Una notizia confermata dal suo principale oppositore, l’ex presidente, Luis Fernando Camacho secondo il quale "la polizia ed i militari lo stanno cercando nel Chapare, luogo dove si è nascosto" dopo che "i militari gli hanno tolto l'aereo presidenziale e lui si è nascosto". Morales ha raccontato anche di “gruppi violenti” che avrebbero preso d’assalto la sua abitazione. Anche se ha assicurato di essere pronto a rimanere nel Paese proprio nella zona tropicale di Cochabamba, dove ha iniziato la sua carriera politica e tuttora considerata la sua roccaforte, non è escluso che l'ormai ex presidente boliviano potrebbe essere indotto a rifugiarsi all'estero o nell'ambasciata messicana dove già sono riparati diversi suoi ministri e parlamentari dimissionari.

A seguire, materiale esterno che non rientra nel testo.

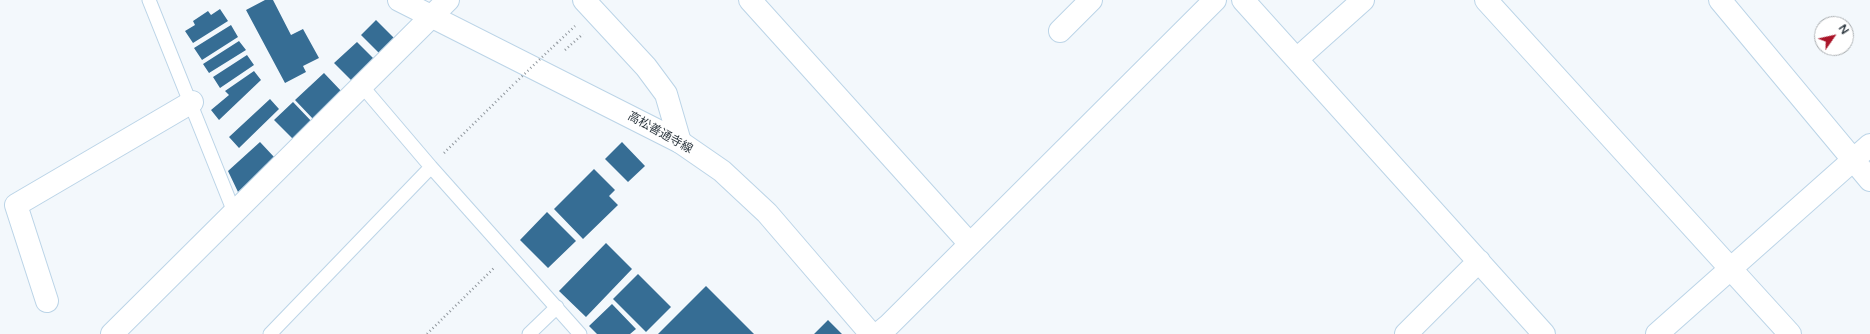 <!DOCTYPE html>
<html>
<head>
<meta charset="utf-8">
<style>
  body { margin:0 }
  #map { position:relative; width:1870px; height:334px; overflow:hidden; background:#f3f8fc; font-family:"Varela Round",sans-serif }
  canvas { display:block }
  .north { position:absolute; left:1814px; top:16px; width:40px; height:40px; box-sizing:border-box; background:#fff; border:1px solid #abafb2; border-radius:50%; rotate:56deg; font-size:11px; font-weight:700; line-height:16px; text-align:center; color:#2c363e }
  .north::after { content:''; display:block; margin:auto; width:14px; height:18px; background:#aa1529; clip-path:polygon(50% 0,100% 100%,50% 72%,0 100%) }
</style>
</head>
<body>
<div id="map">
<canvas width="1870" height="334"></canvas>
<div class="north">N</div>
</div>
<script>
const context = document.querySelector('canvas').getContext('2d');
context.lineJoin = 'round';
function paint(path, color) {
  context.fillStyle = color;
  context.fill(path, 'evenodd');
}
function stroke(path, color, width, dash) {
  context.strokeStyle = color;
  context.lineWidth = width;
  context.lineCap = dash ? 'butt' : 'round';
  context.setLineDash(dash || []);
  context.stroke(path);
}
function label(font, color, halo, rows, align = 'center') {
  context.font = font + ' "Varela Round","Noto Sans JP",sans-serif';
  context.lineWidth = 4;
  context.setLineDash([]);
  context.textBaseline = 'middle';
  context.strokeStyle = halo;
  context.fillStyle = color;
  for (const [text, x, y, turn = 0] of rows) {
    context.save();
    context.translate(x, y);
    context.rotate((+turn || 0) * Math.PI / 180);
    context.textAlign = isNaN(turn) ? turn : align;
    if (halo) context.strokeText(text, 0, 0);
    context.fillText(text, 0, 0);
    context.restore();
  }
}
const building = new Path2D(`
  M 265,0 L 273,0 L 291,35 L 303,29 L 319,58 L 303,66 L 306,72 L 285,83 L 246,10 Z
  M 220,9 L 228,21 L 193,43 L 185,31 L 195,25 L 193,21 L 208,11 L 211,15 Z
  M 376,20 L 394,38 L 379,53 L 361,35 Z
  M 231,25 L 238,37 L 202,60 L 194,48 Z
  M 239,41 L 246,50 L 209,73 L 203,64 Z
  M 357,42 L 374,59 L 352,81 L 334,63 Z
  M 247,55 L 254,65 L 220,88 L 213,77 Z
  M 254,71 L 261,80 L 219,120 L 211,110 L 229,95 L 225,91 Z
  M 324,73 L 343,93 L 314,120 L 295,100 Z
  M 270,99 L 279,109 L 239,148 L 229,137 Z
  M 293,102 L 314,124 L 295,141 L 274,120 Z
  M 260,142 L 275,158 L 238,192 L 228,171 Z
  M 622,142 L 645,166 L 628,182 L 605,159 Z
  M 594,169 L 615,190 L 609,196 L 618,205 L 583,239 L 554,209 Z
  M 547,212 L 576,241 L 548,268 L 520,240 Z
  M 606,243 L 632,269 L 586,317 L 559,291 Z
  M 638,274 L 671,307 L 646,332 L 613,299 Z
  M 706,286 L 754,334 L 658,334 Z
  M 612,304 L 636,329 L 630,334 L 597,334 L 589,326 Z
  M 828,320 L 842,334 L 814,334 Z`);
const path = new Path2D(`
  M 557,43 L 575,26
  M 565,50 L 583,34
  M 444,153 L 513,85
  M 427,334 L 495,267`);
const service = new Path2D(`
  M 149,0 L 234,212
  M 362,86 L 431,167 L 580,334
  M 270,334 L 431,167
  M 529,334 L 557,307`);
const minor = new Path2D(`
  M 584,0 L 646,67 L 666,94 L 680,142
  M 750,0 L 970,244
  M 1243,0 L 1544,334
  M 1486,0 L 1790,334
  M 1720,0 L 1870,180
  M 1060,31 L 1091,0
  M 1297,59 L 1363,0
  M 47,301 L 16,205 L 192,102
  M 112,334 L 448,0
  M 878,334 L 889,325 L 1215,0
  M 1406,334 L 1479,261
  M 1657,334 L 1870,145`);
const primary = new Path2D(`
  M 399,0 L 680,142 L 722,171 L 767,213 L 871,334`);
const pathBridge = new Path2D(`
  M 516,82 L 557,43`);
const streetNames = [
  ["高松善通寺線",660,133,29]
];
paint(building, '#366d94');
stroke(service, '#bbd4e7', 15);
stroke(minor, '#bbd4e7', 24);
stroke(primary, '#bbd4e7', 24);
stroke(path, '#8f969c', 2.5, [1, 3]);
stroke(service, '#fff', 13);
stroke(minor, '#fff', 22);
stroke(primary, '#fff', 22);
stroke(pathBridge, '#8f969c', 2.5, [1, 3]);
label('12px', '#2c363e', '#fff', streetNames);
</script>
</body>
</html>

Il Messico infatti ha offerto asilo politico a Morales e a tutto il governo uscente tramite il ministro degli Esteri, Marcelo Ebra.  "Non ho ragioni per scappare dato che non ho rubato nulla. Il mio peccato è essere indigeno, dirigente sindacale, cocalero. Essere indigeno, antimperialista e di sinistra è il nostro peccato” ha dichiarato Morales a un giornale locale, avvertendo che se “capiterà qualcosa a me e a al vicepresidente, anche lui dimissionario, Garcia Linera, sarà colpa di Carlos Mesa e Luis Ferdinando Camacho”. Il riferimento è alle notizie di attacchi e saccheggi alle residenze di alcuni ex ministri e alla sede dell’ambasciata venezuelana a La Paz dove si riteneva si fossero rifugiati.

Dopo le dimissioni, il capo della polizia ha smentito il mandato di cattura per Morales ma nelle stesse ore, su orine della procura, gli agenti hanno arrestato la ex presidente e l’ex vicepresidente del Tribunale Supremo Elettorale (Tse), Maria Eugenia Choque e Antonio Costas, per le presunte frodi e i brogli legati alle elezioni presidenziali del 20 ottobre che avevano sancito la contestatissima rielezione di Morales.